> EXERCISE AIM
Which lines below contain the word "direction"? Copy each of them.

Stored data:

_ _ _

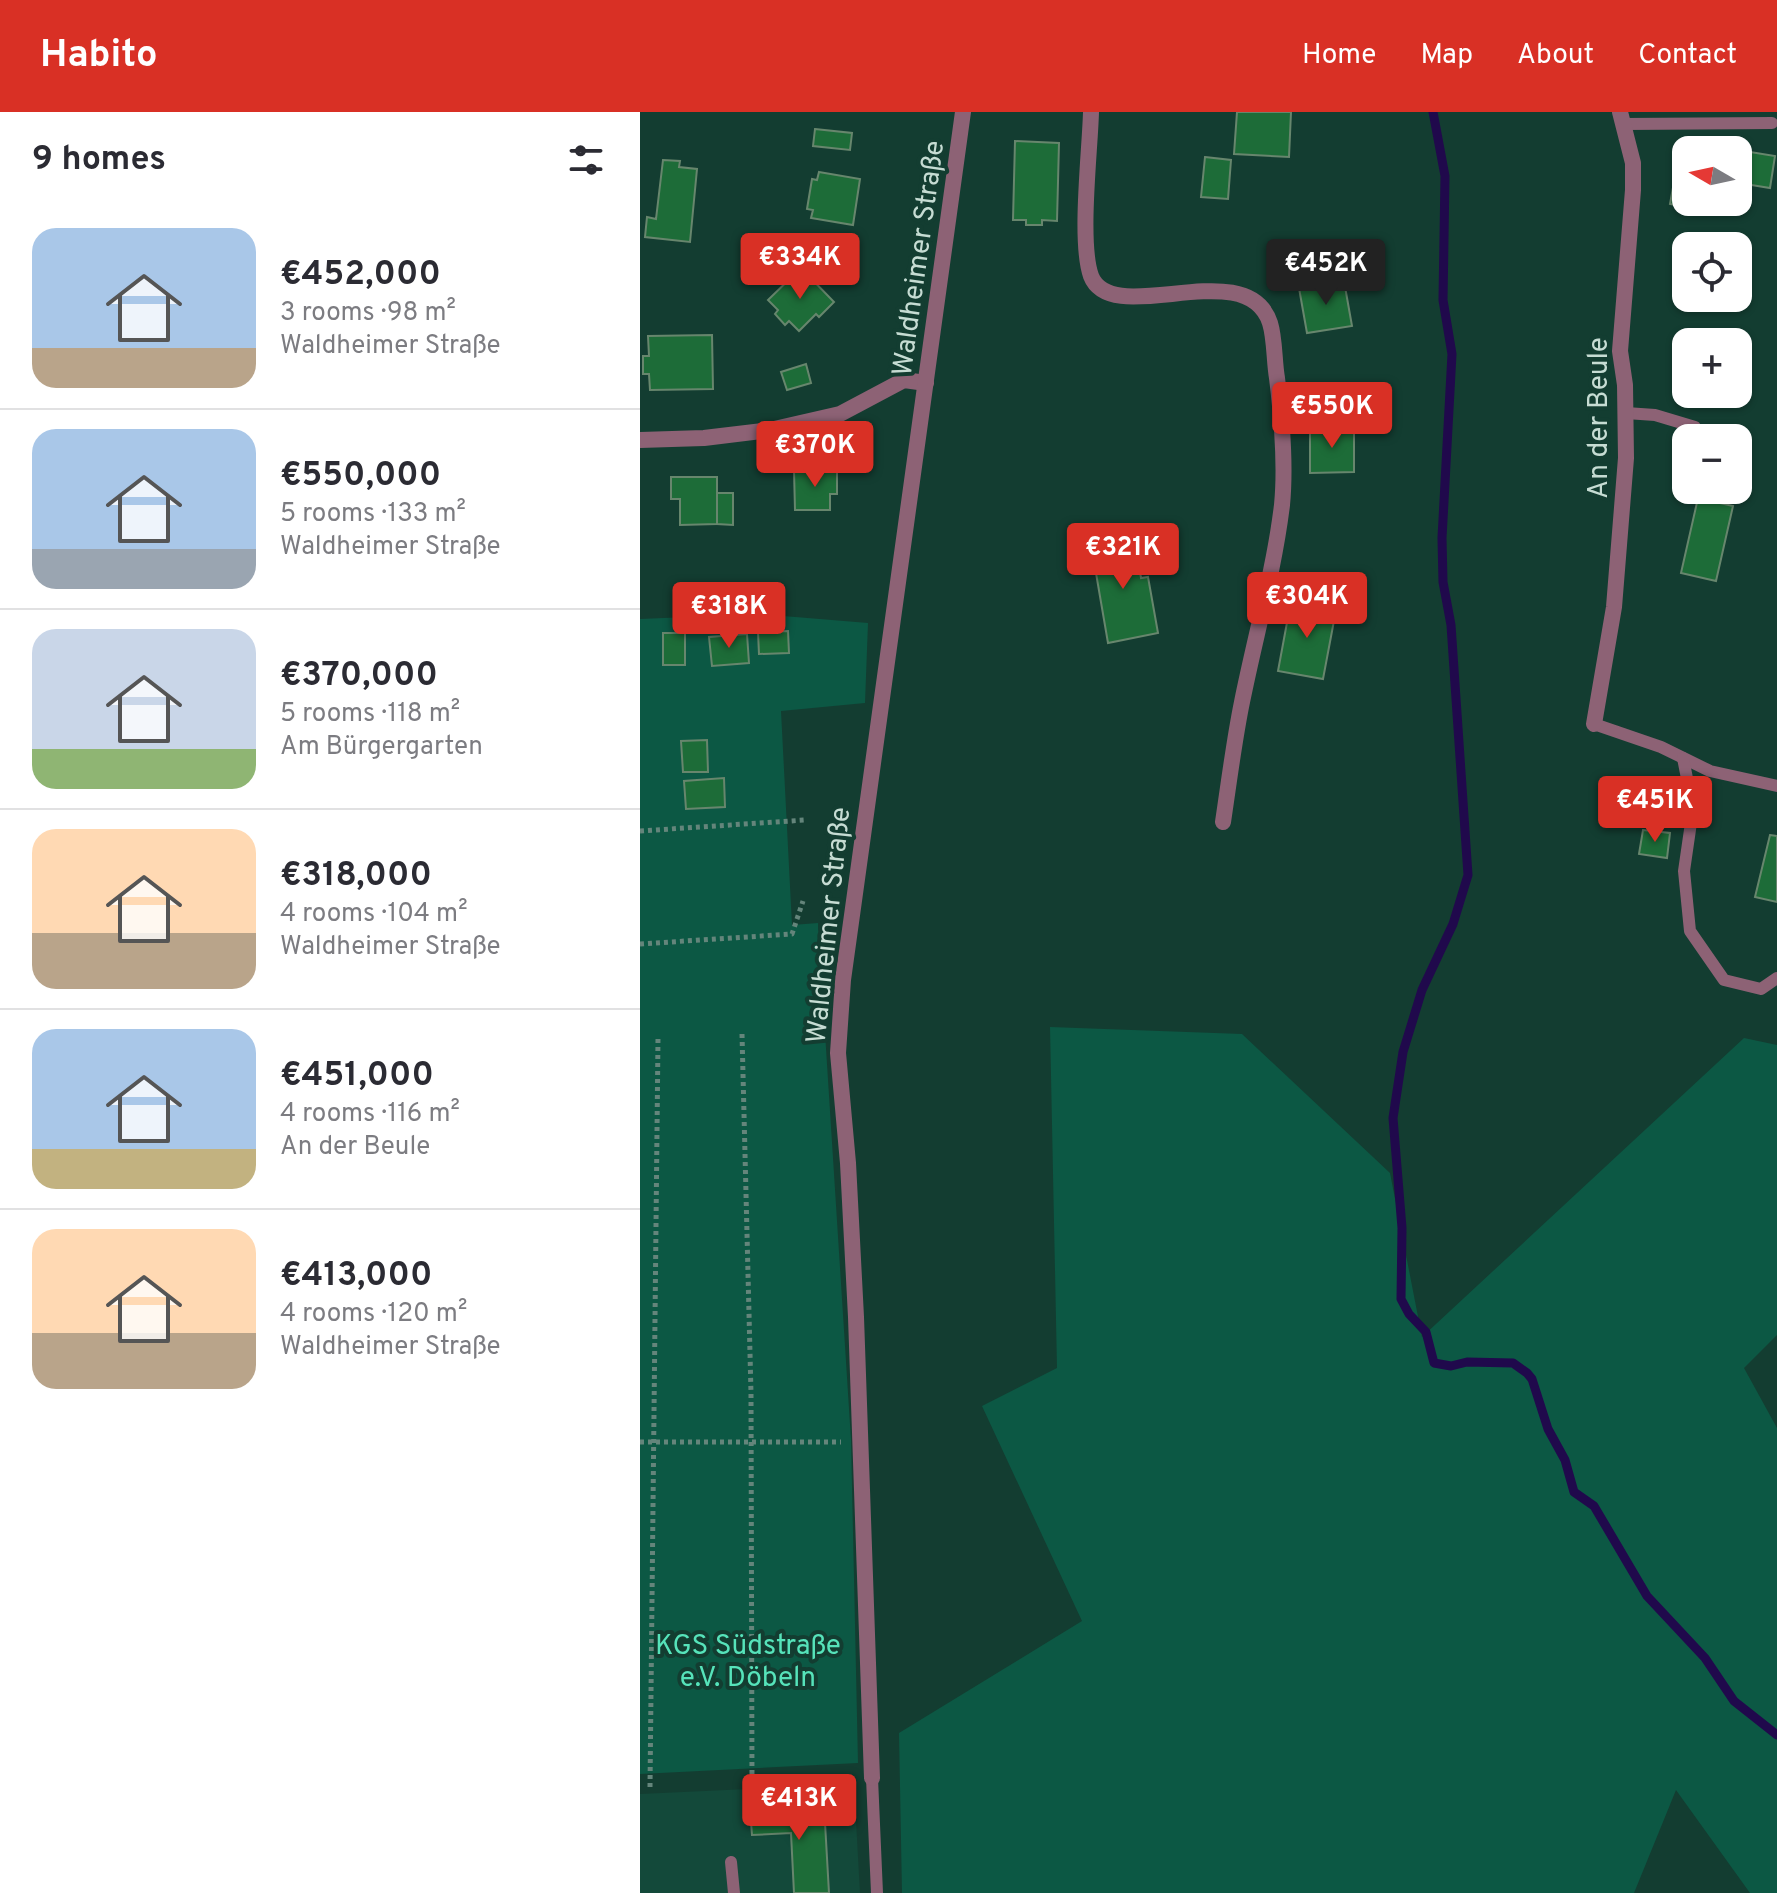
<!DOCTYPE html>
<html lang="en">
<head>
<meta charset="utf-8">
<style>
  :root { --surface:#fff; --page:#f7f7f7; --text:#2b2b33; --muted:#7c7c81; --line:#e1e1e2; --accent:#d93025 }
  body { margin:0; font-family:Overpass,sans-serif; background:var(--page); color:var(--text); height:100vh; display:flex; flex-direction:column; font-size:30px; white-space:nowrap }
  * { box-sizing:border-box; margin:0 }
  p { font-size:26px; color:var(--muted) }
  .icon { flex:none; width:44px; height:44px; fill:none; stroke:currentColor; stroke-width:2; stroke-linecap:round; stroke-linejoin:round }
  .map { position:relative; flex:1; overflow:hidden }
  .side { display:flex; flex-direction:column; background:var(--surface); width:640px }
  .side>* { flex:none }
  .needle { width:52px; rotate:279deg }
  .tools { position:absolute; left:1032px; top:24px; display:grid; gap:16px }
  .tools a { display:grid; place-items:center; width:80px; height:80px; border-radius:16px; background:var(--surface); box-shadow:0 2px 6px #0004; font-size:40px }
  .price { position:absolute; translate:-50% -68px; padding:0 18px; border-radius:8px; background:var(--accent); color:#fff; font-size:26px; line-height:52px; filter:drop-shadow(0 2px 4px #0008) }
  .price::after { content:''; position:absolute; left:50%; top:48px; width:24px; height:18px; margin-left:-12px; background:inherit; clip-path:polygon(0 0,100% 0,50% 100%) }
  .price.current { background:#222; color:#fff }
  ul { padding:0; list-style:none }
  li { display:flex; align-items:center; gap:24px; height:200px; padding:0 32px }
  li+li { border-top:2px solid var(--line) }
  li span { display:grid; place-items:center; flex:none; width:224px; height:160px; border-radius:24px; color:#555 }
  li>.icon { margin-inline-start:auto }
  span .icon { width:96px; height:96px; fill:#fffc; stroke-width:1 }
  li b { font-size:34px }
  h2 { display:flex; justify-content:space-between; align-items:center; height:96px; padding:0 32px; font-size:34px }
  header { display:flex; align-items:center; gap:48px; box-sizing:border-box; height:112px; padding:0 40px; background:var(--accent); color:#fff }
  header strong { font-size:38px }
  nav { display:flex; gap:44px; margin-inline-start:auto; font-size:28px }
  main { display:flex; flex:1; min-height:0 }
  .map>svg:first-child { display:block }
</style>
</head>
<body>
<header>
<strong>Habito</strong>
<nav><a>Home</a><a>Map</a><a>About</a><a>Contact</a></nav>
</header>
<main>
<section class="side">
<h2>9 homes<svg class="icon" aria-label="filters" viewBox="0 0 24 24"><path d="M4 7h16M4 17h16"/><circle cx="9" cy="7" r="2"/><circle cx="15" cy="17" r="2"/></svg></h2>
<ul>
<li><span style="background:linear-gradient(#a9c7e8 75%,#b9a48a 0)"><svg class="icon" aria-label="home" viewBox="0 0 24 24"><path d="M3 11l9-7 9 7M6 9v11h12V9"/></svg></span><div><b>€452,000</b><p>3 rooms · 98 m²</p><p>Waldheimer Straße</p></div></li>
<li><span style="background:linear-gradient(#a9c7e8 75%,#9aa5b1 0)"><svg class="icon" aria-label="home" viewBox="0 0 24 24"><path d="M3 11l9-7 9 7M6 9v11h12V9"/></svg></span><div><b>€550,000</b><p>5 rooms · 133 m²</p><p>Waldheimer Straße</p></div></li>
<li><span style="background:linear-gradient(#c9d6e8 75%,#8fb573 0)"><svg class="icon" aria-label="home" viewBox="0 0 24 24"><path d="M3 11l9-7 9 7M6 9v11h12V9"/></svg></span><div><b>€370,000</b><p>5 rooms · 118 m²</p><p>Am Bürgergarten</p></div></li>
<li><span style="background:linear-gradient(#ffd9b3 65%,#b9a48a 0)"><svg class="icon" aria-label="home" viewBox="0 0 24 24"><path d="M3 11l9-7 9 7M6 9v11h12V9"/></svg></span><div><b>€318,000</b><p>4 rooms · 104 m²</p><p>Waldheimer Straße</p></div></li>
<li><span style="background:linear-gradient(#a9c7e8 75%,#c2b280 0)"><svg class="icon" aria-label="home" viewBox="0 0 24 24"><path d="M3 11l9-7 9 7M6 9v11h12V9"/></svg></span><div><b>€451,000</b><p>4 rooms · 116 m²</p><p>An der Beule</p></div></li>
<li><span style="background:linear-gradient(#ffd9b3 65%,#b9a48a 0)"><svg class="icon" aria-label="home" viewBox="0 0 24 24"><path d="M3 11l9-7 9 7M6 9v11h12V9"/></svg></span><div><b>€413,000</b><p>4 rooms · 120 m²</p><p>Waldheimer Straße</p></div></li>
</ul>
</section>
<div class="map">
<svg width="1137" height="1781" viewBox="0 0 1137 1781">
  <rect width="100%" height="100%" fill="#133d31"/>
  <polygon fill="#13493a" points="214,1672 220,1781 0,1781 0,1682"/>
  <g fill="#0c5844">
    <polygon points="118,502 228,511 225,591 141,599 152,813 178,811 211,1328 218,1651 0,1662 0,507"/>
    <polygon points="410,915 602,922 750,1061 782,1225 1104,926 1137,933 1137,1223 1104,1256 1137,1316 1137,1781 1110,1781 1036,1678 994,1781 262,1781 259,1621 442,1509 342,1294 417,1256"/>
  </g>
  <g fill="none" stroke-linecap="round" stroke-linejoin="round">
    <polyline stroke="#20094c" stroke-width="9" points="793,0 805,64 803,188 812,242 802,426 803,470 811,513 828,763 813,812 782,878 763,940 753,1006 762,1116 761,1187 769,1202 786,1220 794,1251 811,1254 827,1250 873,1251 887,1261 892,1267 908,1317 925,1348 934,1380 954,1394 1007,1484 1065,1546 1094,1589 1137,1623"/>
  </g>
  <g fill="#1d6c38" stroke="#67866d" stroke-width="2">
    <polygon points="597,0 651,0 649,45 594,42"/>
    <polygon points="175,17 212,21 210,38 173,34"/>
    <polygon points="375,29 419,31 417,109 402,108 402,113 386,113 386,108 373,108"/>
    <polygon points="1041,32 1074,38 1046,38 1046,90 1074,90 1072,100 1030,92"/>
    <polygon points="1104,39 1135,44 1130,76 1099,71"/>
    <polygon points="565,45 591,48 588,87 561,85"/>
    <polygon points="23,48 40,49 39,55 57,57 50,130 5,125 7,105 16,107"/>
    <polygon points="179,60 220,67 213,113 171,106 173,98 167,97 172,67 177,68"/>
    <polygon points="161,156 194,190 179,205 176,202 159,219 149,209 145,213 135,202 138,198 128,188"/>
    <polygon points="704,169 712,214 667,221 659,176"/>
    <polygon points="72,223 73,277 10,278 9,262 3,262 3,244 9,244 8,224"/>
    <polygon points="166,252 171,271 147,278 141,260"/>
    <polygon points="714,314 714,360 670,361 670,315"/>
    <polygon points="197,357 197,382 190,382 190,398 155,398 154,358"/>
    <polygon points="31,365 77,365 77,412 40,413 40,387 31,387"/>
    <polygon points="77,381 93,381 93,413 77,412"/>
    <polygon points="1058,386 1093,394 1076,469 1041,461"/>
    <polygon points="494,424 501,466 508,465 518,521 468,531 451,432"/>
    <polygon points="651,489 696,498 683,567 638,559"/>
    <polygon points="148,519 149,541 119,542 118,520"/>
    <rect x="23" y="521" width="22" height="32"/>
    <polygon points="107,522 109,551 72,554 69,525"/>
    <polygon points="67,628 68,660 43,660 41,629"/>
    <polygon points="84,666 85,695 46,697 44,669"/>
    <polygon points="1003,718 1030,721 1027,746 999,742"/>
    <polygon points="1130,723 1137,724 1137,790 1115,785"/>
    <polygon points="184,1693 189,1781 154,1781 151,1721 112,1723 110,1697"/>
  </g>
  <g fill="none" stroke-linecap="round" stroke-linejoin="round">
    <g stroke="#64857b" stroke-width="5" stroke-dasharray="4 4" stroke-linecap="butt">
      <polyline points="0,719 165,708"/>
      <polyline points="0,832 152,822 163,789"/>
      <polyline points="102,922 111,1281 112,1670"/>
      <polyline points="0,1330 201,1330"/>
      <polyline points="10,1675 18,926"/>
    </g>
    <g stroke="#8d6275" stroke-width="12">
      <polyline points="984,12 1132,11"/>
      <polyline points="986,301 1015,303 1055,315"/>
      <polyline points="954,612 1021,635 1070,659 1137,674"/>
      <polyline points="1043,646 1053,697 1044,759 1050,819 1084,868 1121,877 1137,866"/>
      <polyline points="232,1666 237,1781"/>
      <polyline points="91,1750 94,1781"/>
    </g>
    <g stroke="#8d6275" stroke-width="16">
      <path d="M 451,0 C 450,39 439,130 451,164 C 472,218 607,140 630,211 C 635,227 634,249 637,266 C 642,307 646,352 642,393 C 634,459 615,525 602,590 C 594,629 589,670 583,710"/>
      <polyline points="0,328 64,326 130,318 200,302 264,268 286,271"/>
      <polyline points="954,612 974,495 986,346 985,273 980,239 993,78 993,51 980,0"/>
      <polyline points="232,1666 216,1205 208,1051 198,941 203,868 213,796 323,0"/>
    </g>
  </g>
  <g text-anchor="middle" stroke-width="8" stroke-linejoin="round" paint-order="stroke">
    <g font-size="28" fill="#c6dcd3" stroke="#133d31">
      <text transform="translate(277 146) rotate(-82)" y="10">Waldheimer Straße</text>
      <text transform="translate(957 306) rotate(-90)" y="10">An der Beule</text>
      <text transform="translate(187 813) rotate(-84)" y="10">Waldheimer Straße</text>
    </g>
    <g font-size="28" fill="#56e3ba" stroke="#133d31">
      <text x="108" y="1542">KGS Südstraße<tspan x="108" dy="32">e.V. Döbeln</tspan></text>
    </g>
  </g>
</svg>
<div class="tools">
<a><svg class="needle" viewBox="-14 -14 28 28"><path d="M0-13l5 13h-10z" fill="#e53935"/><path d="M0 13l5-13h-10z" fill="#7c7c81"/></svg></a>
<a><svg class="icon" aria-label="locate" viewBox="0 0 24 24"><circle cx="12" cy="12" r="6"/><path d="M12 2v4M12 18v4M2 12h4M18 12h4"/></svg></a>
<a>+</a>
<a>−</a>
</div>
<b class="price" style="left:160px;top:189px">€334K</b>
<b class="price current" style="left:686px;top:195px">€452K</b>
<b class="price" style="left:692px;top:338px">€550K</b>
<b class="price" style="left:175px;top:377px">€370K</b>
<b class="price" style="left:483px;top:479px">€321K</b>
<b class="price" style="left:667px;top:528px">€304K</b>
<b class="price" style="left:89px;top:538px">€318K</b>
<b class="price" style="left:1015px;top:732px">€451K</b>
<b class="price" style="left:159px;top:1730px">€413K</b>
</div>
</main>
</body>
</html>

_ _ _

> RESULT
  body { margin:0; font-family:Overpass,sans-serif; background:var(--page); color:var(--text); height:100vh; display:flex; flex-direction:column; font-size:30px; white-space:nowrap }
  .side { display:flex; flex-direction:column; background:var(--surface); width:640px }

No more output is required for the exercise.